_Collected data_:
[Start of section]
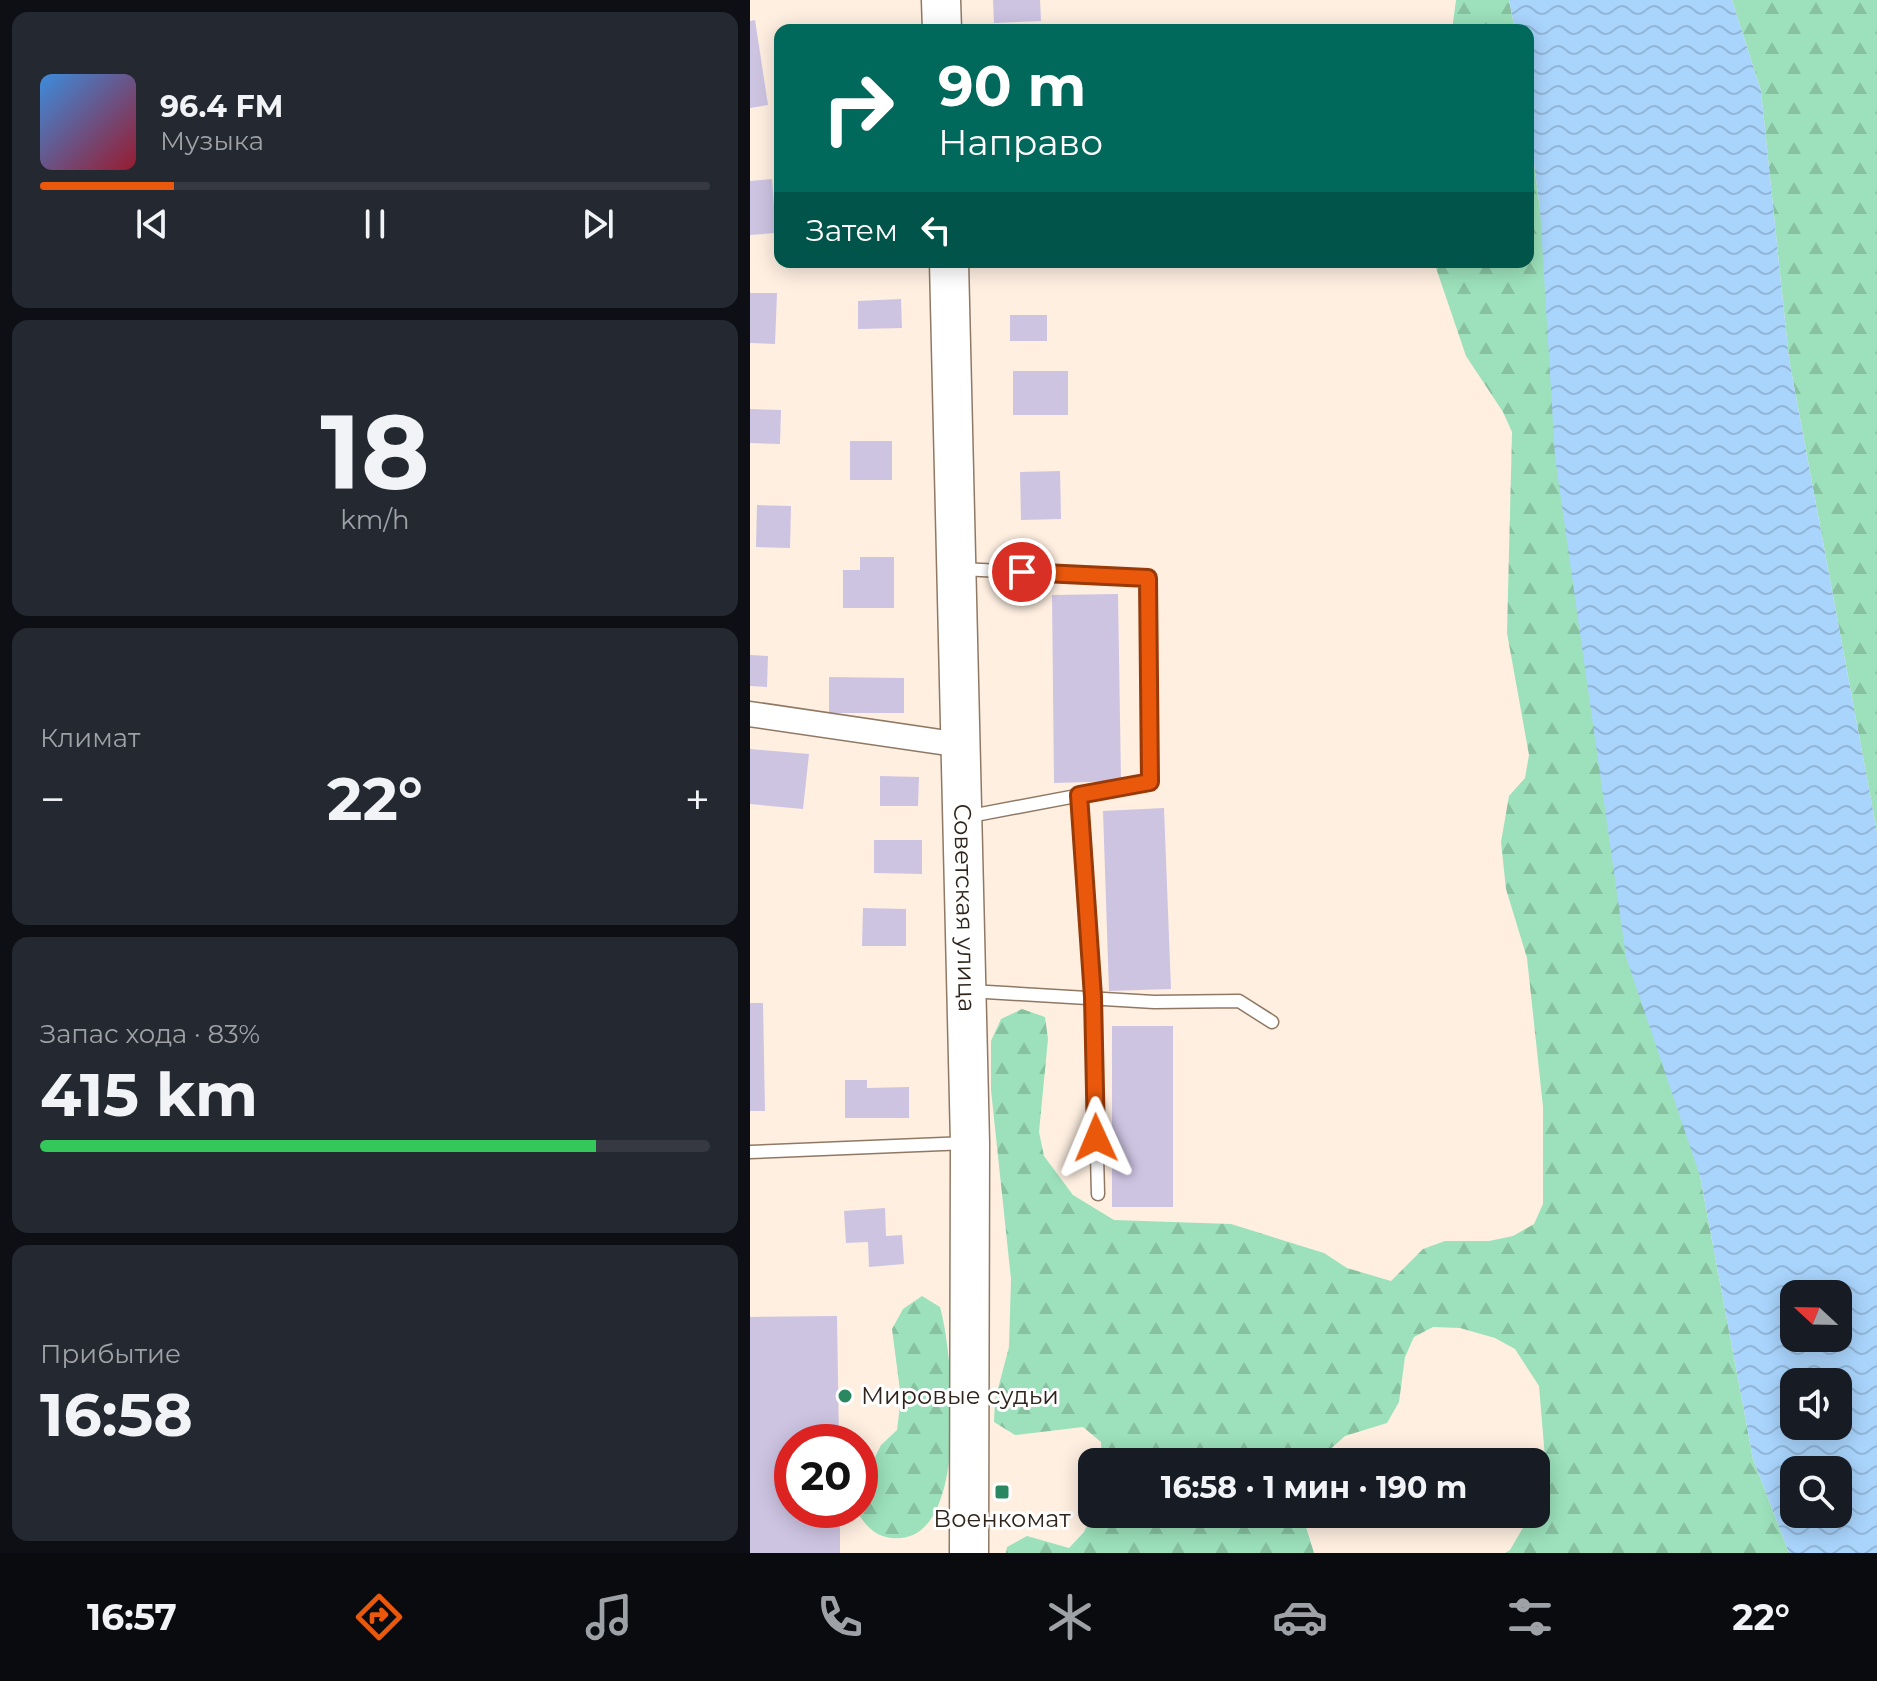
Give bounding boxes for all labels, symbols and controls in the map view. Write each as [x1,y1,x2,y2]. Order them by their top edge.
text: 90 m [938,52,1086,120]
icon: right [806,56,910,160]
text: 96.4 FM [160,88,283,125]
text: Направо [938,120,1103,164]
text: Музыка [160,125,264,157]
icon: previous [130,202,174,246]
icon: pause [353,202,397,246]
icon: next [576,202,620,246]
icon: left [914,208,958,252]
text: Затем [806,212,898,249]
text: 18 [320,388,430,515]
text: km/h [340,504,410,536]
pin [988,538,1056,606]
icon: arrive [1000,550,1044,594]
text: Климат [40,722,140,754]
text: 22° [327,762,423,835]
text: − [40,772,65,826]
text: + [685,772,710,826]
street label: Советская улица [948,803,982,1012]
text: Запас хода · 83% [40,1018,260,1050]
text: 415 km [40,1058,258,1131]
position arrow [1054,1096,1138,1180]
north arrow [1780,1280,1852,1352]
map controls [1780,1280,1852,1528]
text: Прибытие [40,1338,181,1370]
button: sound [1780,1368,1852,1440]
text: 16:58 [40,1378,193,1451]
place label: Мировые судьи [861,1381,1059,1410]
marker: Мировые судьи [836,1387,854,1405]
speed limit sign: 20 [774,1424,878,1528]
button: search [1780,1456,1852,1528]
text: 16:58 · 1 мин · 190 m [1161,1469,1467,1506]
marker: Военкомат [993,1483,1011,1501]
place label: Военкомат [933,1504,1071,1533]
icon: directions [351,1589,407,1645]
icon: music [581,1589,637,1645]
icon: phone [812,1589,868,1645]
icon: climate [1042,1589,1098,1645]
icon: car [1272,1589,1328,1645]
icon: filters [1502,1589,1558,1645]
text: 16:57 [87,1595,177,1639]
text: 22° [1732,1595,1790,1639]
[End of section]
Each line holding the word "marker" must be pulled from the records.

_RESPONSE_:
marker: Мировые судьи [836,1387,854,1405]
marker: Военкомат [993,1483,1011,1501]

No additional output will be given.